┏━━

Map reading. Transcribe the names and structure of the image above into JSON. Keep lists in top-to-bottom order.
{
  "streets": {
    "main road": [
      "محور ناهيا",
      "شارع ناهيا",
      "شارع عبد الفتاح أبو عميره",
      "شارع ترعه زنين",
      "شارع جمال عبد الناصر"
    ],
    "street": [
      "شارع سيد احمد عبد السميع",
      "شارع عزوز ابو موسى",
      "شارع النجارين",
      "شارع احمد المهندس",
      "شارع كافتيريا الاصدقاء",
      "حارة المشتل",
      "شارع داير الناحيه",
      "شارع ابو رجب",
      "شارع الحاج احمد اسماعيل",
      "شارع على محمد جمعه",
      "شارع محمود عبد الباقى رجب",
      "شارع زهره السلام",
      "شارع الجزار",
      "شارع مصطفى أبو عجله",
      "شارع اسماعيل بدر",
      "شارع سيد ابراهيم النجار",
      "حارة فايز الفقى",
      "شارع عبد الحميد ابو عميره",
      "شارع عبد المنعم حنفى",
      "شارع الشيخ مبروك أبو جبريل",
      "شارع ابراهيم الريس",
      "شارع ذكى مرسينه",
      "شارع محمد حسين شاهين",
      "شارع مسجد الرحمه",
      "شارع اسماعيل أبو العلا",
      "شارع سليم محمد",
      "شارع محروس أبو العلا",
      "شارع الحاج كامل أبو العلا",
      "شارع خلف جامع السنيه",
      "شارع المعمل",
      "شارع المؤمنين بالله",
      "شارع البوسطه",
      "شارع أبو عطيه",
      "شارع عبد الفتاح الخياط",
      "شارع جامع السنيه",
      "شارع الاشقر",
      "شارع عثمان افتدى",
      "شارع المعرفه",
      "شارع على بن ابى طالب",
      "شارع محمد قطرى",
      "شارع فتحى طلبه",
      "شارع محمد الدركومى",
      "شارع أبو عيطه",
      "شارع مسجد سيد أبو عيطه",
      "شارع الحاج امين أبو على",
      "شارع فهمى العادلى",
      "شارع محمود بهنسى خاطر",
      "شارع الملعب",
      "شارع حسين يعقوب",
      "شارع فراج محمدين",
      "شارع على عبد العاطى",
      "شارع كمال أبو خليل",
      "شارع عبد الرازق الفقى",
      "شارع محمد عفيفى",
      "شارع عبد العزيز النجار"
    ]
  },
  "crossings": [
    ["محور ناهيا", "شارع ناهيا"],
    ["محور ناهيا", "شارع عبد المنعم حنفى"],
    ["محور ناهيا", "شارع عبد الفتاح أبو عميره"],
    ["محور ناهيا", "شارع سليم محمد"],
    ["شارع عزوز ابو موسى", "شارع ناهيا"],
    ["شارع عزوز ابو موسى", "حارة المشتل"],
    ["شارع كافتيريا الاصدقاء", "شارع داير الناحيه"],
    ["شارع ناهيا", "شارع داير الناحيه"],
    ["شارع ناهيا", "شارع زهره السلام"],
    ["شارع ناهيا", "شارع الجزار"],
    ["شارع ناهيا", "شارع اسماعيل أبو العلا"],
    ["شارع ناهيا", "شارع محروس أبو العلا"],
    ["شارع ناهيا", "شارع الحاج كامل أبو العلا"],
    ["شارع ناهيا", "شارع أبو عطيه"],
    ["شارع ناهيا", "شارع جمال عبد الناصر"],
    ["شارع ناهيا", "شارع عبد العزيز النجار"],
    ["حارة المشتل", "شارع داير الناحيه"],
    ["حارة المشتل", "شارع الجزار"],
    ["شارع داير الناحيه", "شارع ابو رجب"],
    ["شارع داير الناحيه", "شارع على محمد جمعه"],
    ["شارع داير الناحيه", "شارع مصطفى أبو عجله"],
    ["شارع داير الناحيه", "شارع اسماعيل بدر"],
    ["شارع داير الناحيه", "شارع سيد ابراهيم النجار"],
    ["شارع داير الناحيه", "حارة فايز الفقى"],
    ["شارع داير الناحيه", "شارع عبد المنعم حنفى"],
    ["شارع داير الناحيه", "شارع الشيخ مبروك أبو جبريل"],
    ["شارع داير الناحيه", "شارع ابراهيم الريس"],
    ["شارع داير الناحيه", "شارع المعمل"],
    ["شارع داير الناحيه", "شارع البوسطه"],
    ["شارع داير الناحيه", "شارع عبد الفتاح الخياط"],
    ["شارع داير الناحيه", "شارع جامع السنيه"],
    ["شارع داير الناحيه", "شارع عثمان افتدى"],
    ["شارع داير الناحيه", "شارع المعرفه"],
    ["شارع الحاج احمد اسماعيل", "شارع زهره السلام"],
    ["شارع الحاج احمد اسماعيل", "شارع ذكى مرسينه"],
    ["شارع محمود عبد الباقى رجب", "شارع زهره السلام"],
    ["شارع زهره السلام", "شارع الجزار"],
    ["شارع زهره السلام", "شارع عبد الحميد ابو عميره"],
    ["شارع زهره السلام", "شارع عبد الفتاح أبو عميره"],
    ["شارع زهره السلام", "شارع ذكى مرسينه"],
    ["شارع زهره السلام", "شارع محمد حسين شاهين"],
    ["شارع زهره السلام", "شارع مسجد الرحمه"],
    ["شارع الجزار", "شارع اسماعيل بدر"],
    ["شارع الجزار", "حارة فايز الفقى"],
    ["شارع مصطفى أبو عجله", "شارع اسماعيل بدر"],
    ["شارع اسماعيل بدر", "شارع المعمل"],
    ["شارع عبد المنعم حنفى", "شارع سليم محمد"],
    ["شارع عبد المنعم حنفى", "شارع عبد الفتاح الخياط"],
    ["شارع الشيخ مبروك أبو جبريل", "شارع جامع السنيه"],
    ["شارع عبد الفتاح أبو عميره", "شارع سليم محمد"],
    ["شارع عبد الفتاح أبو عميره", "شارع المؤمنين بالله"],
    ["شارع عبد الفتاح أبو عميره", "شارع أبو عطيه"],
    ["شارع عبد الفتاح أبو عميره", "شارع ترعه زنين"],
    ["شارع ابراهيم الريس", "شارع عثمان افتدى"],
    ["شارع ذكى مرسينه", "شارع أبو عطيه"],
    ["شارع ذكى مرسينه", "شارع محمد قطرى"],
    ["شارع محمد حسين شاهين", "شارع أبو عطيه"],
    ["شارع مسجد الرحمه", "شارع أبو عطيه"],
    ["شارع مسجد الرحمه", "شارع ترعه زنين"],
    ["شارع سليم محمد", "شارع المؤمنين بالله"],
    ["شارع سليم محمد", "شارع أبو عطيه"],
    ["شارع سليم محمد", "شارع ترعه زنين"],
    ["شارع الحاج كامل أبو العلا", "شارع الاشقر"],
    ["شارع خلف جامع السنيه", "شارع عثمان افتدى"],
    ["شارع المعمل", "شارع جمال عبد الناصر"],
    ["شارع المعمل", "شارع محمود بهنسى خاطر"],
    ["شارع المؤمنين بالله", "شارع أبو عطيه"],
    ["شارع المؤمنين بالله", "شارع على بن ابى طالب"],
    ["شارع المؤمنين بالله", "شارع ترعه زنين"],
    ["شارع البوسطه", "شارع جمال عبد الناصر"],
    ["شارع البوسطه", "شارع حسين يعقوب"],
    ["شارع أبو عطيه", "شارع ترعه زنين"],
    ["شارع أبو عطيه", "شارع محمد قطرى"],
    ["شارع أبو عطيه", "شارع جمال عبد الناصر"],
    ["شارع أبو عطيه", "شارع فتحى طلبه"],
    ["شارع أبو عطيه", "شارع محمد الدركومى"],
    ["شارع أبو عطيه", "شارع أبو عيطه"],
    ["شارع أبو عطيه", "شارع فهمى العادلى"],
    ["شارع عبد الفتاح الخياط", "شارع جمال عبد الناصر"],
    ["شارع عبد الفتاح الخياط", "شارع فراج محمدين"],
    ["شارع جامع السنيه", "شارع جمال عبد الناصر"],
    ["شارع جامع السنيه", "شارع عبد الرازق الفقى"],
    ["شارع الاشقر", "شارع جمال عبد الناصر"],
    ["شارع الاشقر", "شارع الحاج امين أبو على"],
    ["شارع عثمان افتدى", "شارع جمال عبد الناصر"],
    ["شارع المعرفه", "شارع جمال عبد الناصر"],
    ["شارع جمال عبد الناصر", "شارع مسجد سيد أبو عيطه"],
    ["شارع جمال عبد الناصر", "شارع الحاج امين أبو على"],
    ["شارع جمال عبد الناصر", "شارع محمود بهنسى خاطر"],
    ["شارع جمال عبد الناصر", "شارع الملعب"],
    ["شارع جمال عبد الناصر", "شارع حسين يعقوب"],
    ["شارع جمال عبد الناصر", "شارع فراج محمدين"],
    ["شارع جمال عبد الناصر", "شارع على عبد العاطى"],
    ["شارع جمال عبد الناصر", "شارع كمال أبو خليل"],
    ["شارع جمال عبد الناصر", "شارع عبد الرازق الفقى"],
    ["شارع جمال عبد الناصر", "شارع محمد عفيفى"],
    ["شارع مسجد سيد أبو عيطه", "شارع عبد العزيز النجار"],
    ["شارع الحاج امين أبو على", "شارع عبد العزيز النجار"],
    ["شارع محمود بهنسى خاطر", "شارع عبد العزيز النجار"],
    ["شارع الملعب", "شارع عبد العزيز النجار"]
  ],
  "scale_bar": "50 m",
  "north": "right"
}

┗━━

## THE TASK
Locate the word "عثمان" in the entries, and copy every line where it is found.

## RESPONSE TO THIS TASK
      "شارع عثمان افتدى",
    ["شارع داير الناحيه", "شارع عثمان افتدى"],
    ["شارع ابراهيم الريس", "شارع عثمان افتدى"],
    ["شارع خلف جامع السنيه", "شارع عثمان افتدى"],
    ["شارع عثمان افتدى", "شارع جمال عبد الناصر"],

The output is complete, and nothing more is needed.